Copy out the listing exactly.

▸ DATASET EXCERPTS:
- Opening Delimiter -

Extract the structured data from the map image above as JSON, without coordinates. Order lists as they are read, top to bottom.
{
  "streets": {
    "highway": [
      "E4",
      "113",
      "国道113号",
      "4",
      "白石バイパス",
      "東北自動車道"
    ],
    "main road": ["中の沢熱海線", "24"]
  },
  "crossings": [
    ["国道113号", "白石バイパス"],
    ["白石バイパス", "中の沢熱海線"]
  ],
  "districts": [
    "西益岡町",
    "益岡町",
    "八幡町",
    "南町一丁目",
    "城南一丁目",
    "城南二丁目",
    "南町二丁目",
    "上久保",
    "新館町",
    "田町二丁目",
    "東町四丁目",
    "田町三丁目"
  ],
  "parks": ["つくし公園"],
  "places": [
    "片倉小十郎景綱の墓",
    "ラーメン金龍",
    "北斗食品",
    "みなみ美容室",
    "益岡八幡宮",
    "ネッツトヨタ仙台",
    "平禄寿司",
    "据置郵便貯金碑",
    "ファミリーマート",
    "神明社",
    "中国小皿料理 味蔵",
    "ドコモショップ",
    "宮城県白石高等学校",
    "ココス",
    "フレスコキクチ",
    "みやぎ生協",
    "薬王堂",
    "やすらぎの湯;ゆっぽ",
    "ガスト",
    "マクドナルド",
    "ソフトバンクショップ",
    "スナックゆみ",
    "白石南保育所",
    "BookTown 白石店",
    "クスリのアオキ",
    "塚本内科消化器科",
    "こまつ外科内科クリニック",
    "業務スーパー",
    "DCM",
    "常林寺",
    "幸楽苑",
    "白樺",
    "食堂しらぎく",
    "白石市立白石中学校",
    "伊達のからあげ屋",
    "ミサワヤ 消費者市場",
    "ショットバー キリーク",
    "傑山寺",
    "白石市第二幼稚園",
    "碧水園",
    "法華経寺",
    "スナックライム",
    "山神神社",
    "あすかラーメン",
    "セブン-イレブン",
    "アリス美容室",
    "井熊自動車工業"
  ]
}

- Closing Delimiter -

▸ SOLUTION FOR THIS EXERCISE:
Extract the structured data from the map image above as JSON, without coordinates. Order lists as they are read, top to bottom.
{
  "streets": {
    "highway": [
      "E4",
      "113",
      "国道113号",
      "4",
      "白石バイパス",
      "東北自動車道"
    ],
    "main road": ["中の沢熱海線", "24"]
  },
  "crossings": [
    ["国道113号", "白石バイパス"],
    ["白石バイパス", "中の沢熱海線"]
  ],
  "districts": [
    "西益岡町",
    "益岡町",
    "八幡町",
    "南町一丁目",
    "城南一丁目",
    "城南二丁目",
    "南町二丁目",
    "上久保",
    "新館町",
    "田町二丁目",
    "東町四丁目",
    "田町三丁目"
  ],
  "parks": ["つくし公園"],
  "places": [
    "片倉小十郎景綱の墓",
    "ラーメン金龍",
    "北斗食品",
    "みなみ美容室",
    "益岡八幡宮",
    "ネッツトヨタ仙台",
    "平禄寿司",
    "据置郵便貯金碑",
    "ファミリーマート",
    "神明社",
    "中国小皿料理 味蔵",
    "ドコモショップ",
    "宮城県白石高等学校",
    "ココス",
    "フレスコキクチ",
    "みやぎ生協",
    "薬王堂",
    "やすらぎの湯;ゆっぽ",
    "ガスト",
    "マクドナルド",
    "ソフトバンクショップ",
    "スナックゆみ",
    "白石南保育所",
    "BookTown 白石店",
    "クスリのアオキ",
    "塚本内科消化器科",
    "こまつ外科内科クリニック",
    "業務スーパー",
    "DCM",
    "常林寺",
    "幸楽苑",
    "白樺",
    "食堂しらぎく",
    "白石市立白石中学校",
    "伊達のからあげ屋",
    "ミサワヤ 消費者市場",
    "ショットバー キリーク",
    "傑山寺",
    "白石市第二幼稚園",
    "碧水園",
    "法華経寺",
    "スナックライム",
    "山神神社",
    "あすかラーメン",
    "セブン-イレブン",
    "アリス美容室",
    "井熊自動車工業"
  ]
}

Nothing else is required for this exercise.